**Requirement**
Copy out the entries below exactly as they stand, but only from the line containing "height:20px; margin:-10px; padding:0" through the line containing "width:22px; height:22px; translate:-50%".

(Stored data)

◇ ◇ ◇ ◇ ◇

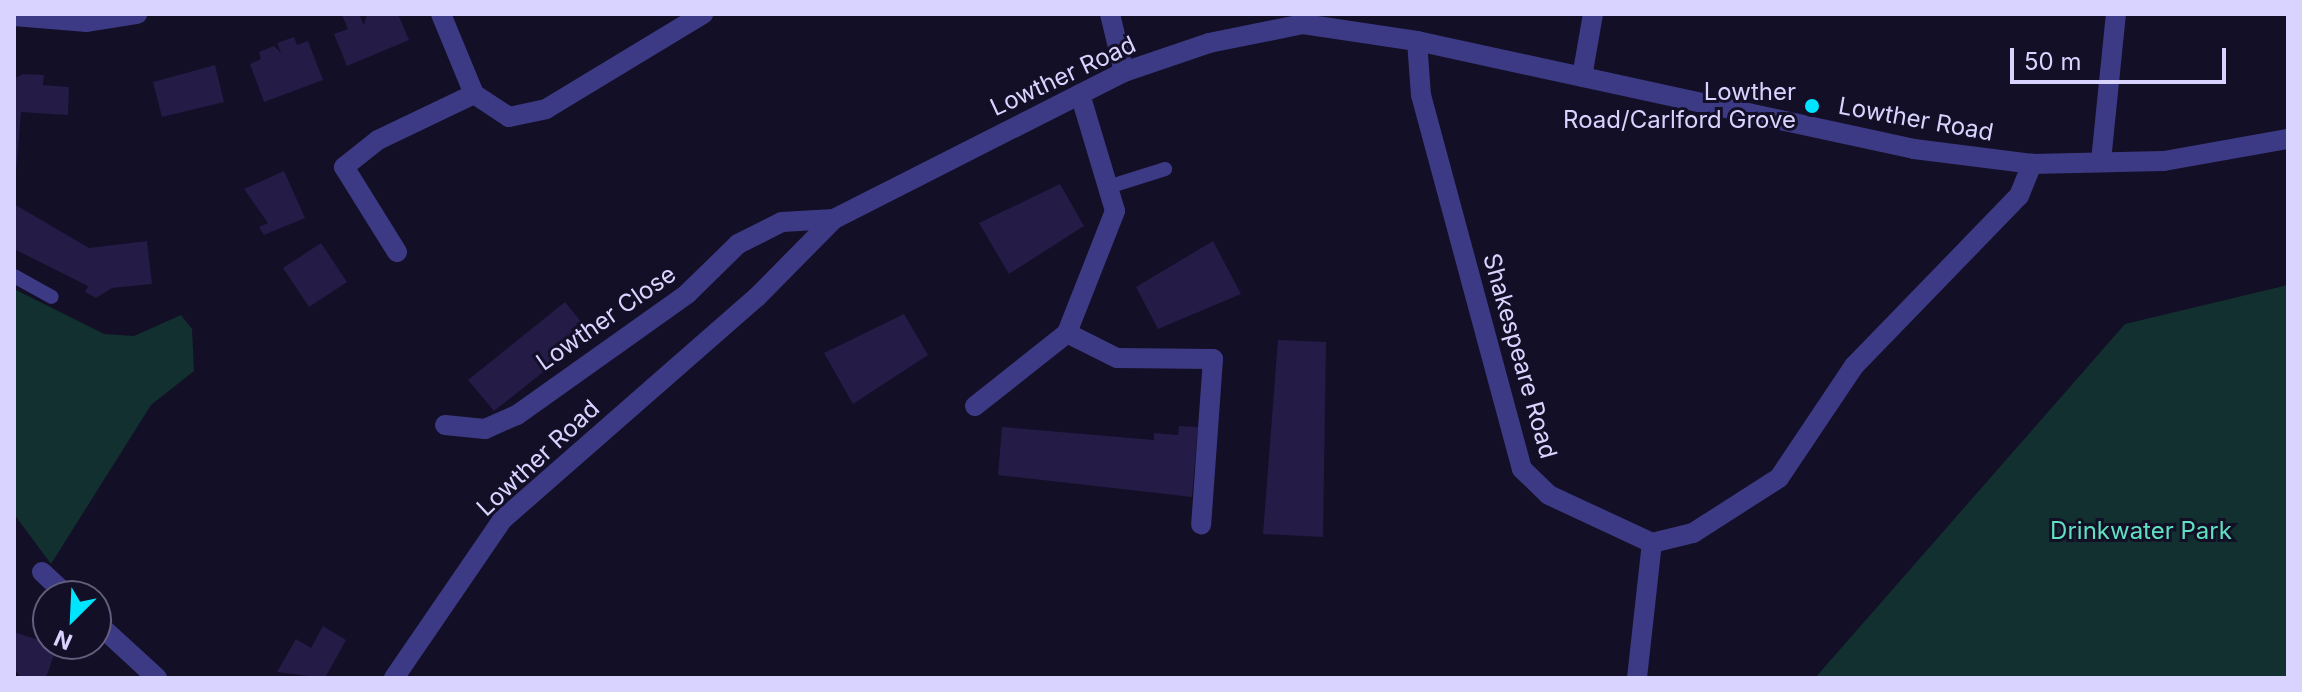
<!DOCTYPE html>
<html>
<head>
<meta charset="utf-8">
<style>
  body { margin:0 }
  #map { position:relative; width:2302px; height:692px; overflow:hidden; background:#130f26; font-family:Inter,sans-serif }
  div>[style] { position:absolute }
  .green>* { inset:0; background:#12302f }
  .building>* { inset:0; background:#241b47 }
  .service>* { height:14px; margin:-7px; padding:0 7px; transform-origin:7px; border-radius:7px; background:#3d3a85 }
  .minor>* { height:20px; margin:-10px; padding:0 10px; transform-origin:10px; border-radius:10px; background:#3d3a85 }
  .dots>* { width:22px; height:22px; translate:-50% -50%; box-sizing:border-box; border:4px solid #130f26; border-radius:50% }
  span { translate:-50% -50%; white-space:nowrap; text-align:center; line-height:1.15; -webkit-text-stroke:6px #130f26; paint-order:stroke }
  .street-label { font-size:24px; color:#d9d4ff }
  .poi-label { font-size:24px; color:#d9d4ff }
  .right { translate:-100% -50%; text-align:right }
  .park-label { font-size:24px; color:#5fe0c0 }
  .frame { position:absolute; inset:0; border:16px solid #d9d4ff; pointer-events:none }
  .north { position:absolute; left:32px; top:580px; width:80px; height:80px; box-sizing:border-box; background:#130f26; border:2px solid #625e7d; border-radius:50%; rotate:204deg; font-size:22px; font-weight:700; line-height:32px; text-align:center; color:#d9d4ff }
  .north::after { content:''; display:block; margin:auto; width:28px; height:36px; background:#00e5ff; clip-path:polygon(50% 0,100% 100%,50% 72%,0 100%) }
  .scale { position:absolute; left:2010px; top:48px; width:216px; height:36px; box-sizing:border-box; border:4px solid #d9d4ff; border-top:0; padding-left:10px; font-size:24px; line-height:28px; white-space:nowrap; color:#d9d4ff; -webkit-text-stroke:6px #130f26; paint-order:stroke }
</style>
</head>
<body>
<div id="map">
  <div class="green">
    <div style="clip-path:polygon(2288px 285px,2288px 678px,1815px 678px,2125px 324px)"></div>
    <div style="clip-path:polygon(14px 289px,104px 334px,134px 336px,181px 315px,192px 329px,194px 371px,151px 405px,51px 564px,14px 514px)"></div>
  </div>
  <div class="building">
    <div style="clip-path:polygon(359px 14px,364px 25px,367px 14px,398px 14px,409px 40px,347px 66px,334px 34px,348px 29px,342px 15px)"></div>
    <div style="clip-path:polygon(294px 37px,297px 45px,308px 41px,323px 80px,264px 102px,250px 64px,261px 59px,259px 52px,274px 46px,281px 53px,277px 43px)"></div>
    <div style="clip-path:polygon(215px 65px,224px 102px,162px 117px,153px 82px)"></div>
    <div style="clip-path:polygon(23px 74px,44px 75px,43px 85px,69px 87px,68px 115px,21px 112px,14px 195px,14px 79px)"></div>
    <div style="clip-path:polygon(284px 171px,305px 218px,264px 235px,259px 227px,268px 223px,244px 189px)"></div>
    <div style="clip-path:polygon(1060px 184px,1084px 226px,1009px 274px,979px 223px)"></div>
    <div style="clip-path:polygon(14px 204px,89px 248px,147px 241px,152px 284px,112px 288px,96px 298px,85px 292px,88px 286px,14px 249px)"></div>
    <div style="clip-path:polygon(1213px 241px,1241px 294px,1158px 329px,1136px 287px)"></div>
    <div style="clip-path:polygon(321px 243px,347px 282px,309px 307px,283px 268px)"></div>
    <div style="clip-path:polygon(565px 302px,591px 334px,494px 411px,468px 380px)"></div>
    <div style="clip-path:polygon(904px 314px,928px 355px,853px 404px,824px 353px)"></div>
    <div style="clip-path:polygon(1278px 340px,1326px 342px,1323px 537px,1263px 534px)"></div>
    <div style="clip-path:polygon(1179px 426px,1198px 427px,1192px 497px,998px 475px,1002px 427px,1154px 440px,1154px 433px,1178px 435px)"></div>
    <div style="clip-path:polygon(323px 626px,346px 640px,325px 678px,277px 672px,296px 639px,311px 648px)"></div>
    <div style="clip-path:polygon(14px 632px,57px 646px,46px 678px,21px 678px,14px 669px)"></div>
  </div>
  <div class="service">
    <div style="left:1108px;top:187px;width:60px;rotate:-17.5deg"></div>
    <div style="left:14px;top:276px;width:43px;rotate:28.9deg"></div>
  </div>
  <div class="minor">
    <div style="left:441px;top:14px;width:87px;rotate:67.6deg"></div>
    <div style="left:474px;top:94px;width:42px;rotate:33.3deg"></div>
    <div style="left:509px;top:117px;width:38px;rotate:-12deg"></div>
    <div style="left:546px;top:109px;width:184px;rotate:-31.2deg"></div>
    <div style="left:1110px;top:14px;width:60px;rotate:76.4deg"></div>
    <div style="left:14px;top:16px;width:73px;rotate:4.7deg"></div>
    <div style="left:87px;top:22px;width:51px;rotate:-9.1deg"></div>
    <div style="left:1417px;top:41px;width:54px;rotate:85.8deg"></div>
    <div style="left:1421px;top:95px;width:387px;rotate:74.9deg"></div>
    <div style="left:1522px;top:469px;width:37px;rotate:44deg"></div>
    <div style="left:1549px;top:495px;width:114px;rotate:25deg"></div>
    <div style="left:1652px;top:543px;width:42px;rotate:-13.7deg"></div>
    <div style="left:1693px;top:533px;width:102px;rotate:-32.6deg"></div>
    <div style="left:1779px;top:478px;width:135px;rotate:-56.2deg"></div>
    <div style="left:1854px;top:366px;width:237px;rotate:-45.9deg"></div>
    <div style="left:2019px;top:196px;width:35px;rotate:-68deg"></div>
    <div style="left:1582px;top:77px;width:64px;rotate:-80.1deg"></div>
    <div style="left:1080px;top:94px;width:122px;rotate:73.3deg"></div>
    <div style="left:1115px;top:211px;width:131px;rotate:111.5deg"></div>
    <div style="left:1067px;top:333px;width:56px;rotate:26.6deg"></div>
    <div style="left:1117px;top:358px;width:96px;rotate:0.6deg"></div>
    <div style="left:1213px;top:359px;width:166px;rotate:94.1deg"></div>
    <div style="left:2101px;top:161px;width:148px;rotate:-84.2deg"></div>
    <div style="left:397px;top:252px;width:100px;rotate:-121.9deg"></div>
    <div style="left:344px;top:167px;width:43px;rotate:-38.5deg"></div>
    <div style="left:378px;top:140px;width:106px;rotate:-25.6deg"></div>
    <div style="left:975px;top:406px;width:117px;rotate:-38.4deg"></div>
    <div style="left:445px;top:425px;width:40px;rotate:5.7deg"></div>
    <div style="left:485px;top:429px;width:35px;rotate:-24deg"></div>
    <div style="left:517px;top:415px;width:209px;rotate:-35.4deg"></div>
    <div style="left:687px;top:294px;width:71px;rotate:-44.4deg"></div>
    <div style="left:738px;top:244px;width:49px;rotate:-26.6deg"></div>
    <div style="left:782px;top:222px;width:52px;rotate:-3.3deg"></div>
    <div style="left:42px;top:572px;width:35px;rotate:43deg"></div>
    <div style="left:96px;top:622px;width:83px;rotate:42.6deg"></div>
    <div style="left:394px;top:678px;width:191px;rotate:-55.6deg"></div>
    <div style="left:502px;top:520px;width:339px;rotate:-41.2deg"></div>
    <div style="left:757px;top:297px;width:110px;rotate:-45.4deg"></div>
    <div style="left:834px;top:219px;width:325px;rotate:-26.9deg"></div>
    <div style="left:1124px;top:72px;width:90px;rotate:-18.8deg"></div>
    <div style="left:1209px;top:43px;width:96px;rotate:-11.4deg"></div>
    <div style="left:1303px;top:24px;width:115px;rotate:8.5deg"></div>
    <div style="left:1417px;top:41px;width:509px;rotate:12.26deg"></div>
    <div style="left:1914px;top:149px;width:119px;rotate:7.2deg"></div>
    <div style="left:2032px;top:164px;width:132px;rotate:-1.3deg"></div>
    <div style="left:2164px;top:161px;width:126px;rotate:-10.1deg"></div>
    <div style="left:1637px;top:678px;width:136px;rotate:-83.7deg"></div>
  </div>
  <div class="dots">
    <div style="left:1812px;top:106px;background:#00e5ff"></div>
  </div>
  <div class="street-label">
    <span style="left:1063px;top:76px;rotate:-25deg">Lowther Road</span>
    <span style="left:1916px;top:119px;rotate:10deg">Lowther Road</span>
    <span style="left:606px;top:318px;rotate:-35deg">Lowther Close</span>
    <span style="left:1520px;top:356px;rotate:74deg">Shakespeare Road</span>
    <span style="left:538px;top:458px;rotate:-43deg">Lowther Road</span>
  </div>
  <div class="poi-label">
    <span class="right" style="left:1796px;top:106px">Lowther<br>Road/Carlford Grove</span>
  </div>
  <div class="park-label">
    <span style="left:2141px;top:531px">Drinkwater Park</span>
  </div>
  <div class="frame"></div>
  <div class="north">N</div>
  <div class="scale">50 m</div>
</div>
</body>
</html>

◇ ◇ ◇ ◇ ◇

**Written solution**
  .minor>* { height:20px; margin:-10px; padding:0 10px; transform-origin:10px; border-radius:10px; background:#3d3a85 }
  .dots>* { width:22px; height:22px; translate:-50% -50%; box-sizing:border-box; border:4px solid #130f26; border-radius:50% }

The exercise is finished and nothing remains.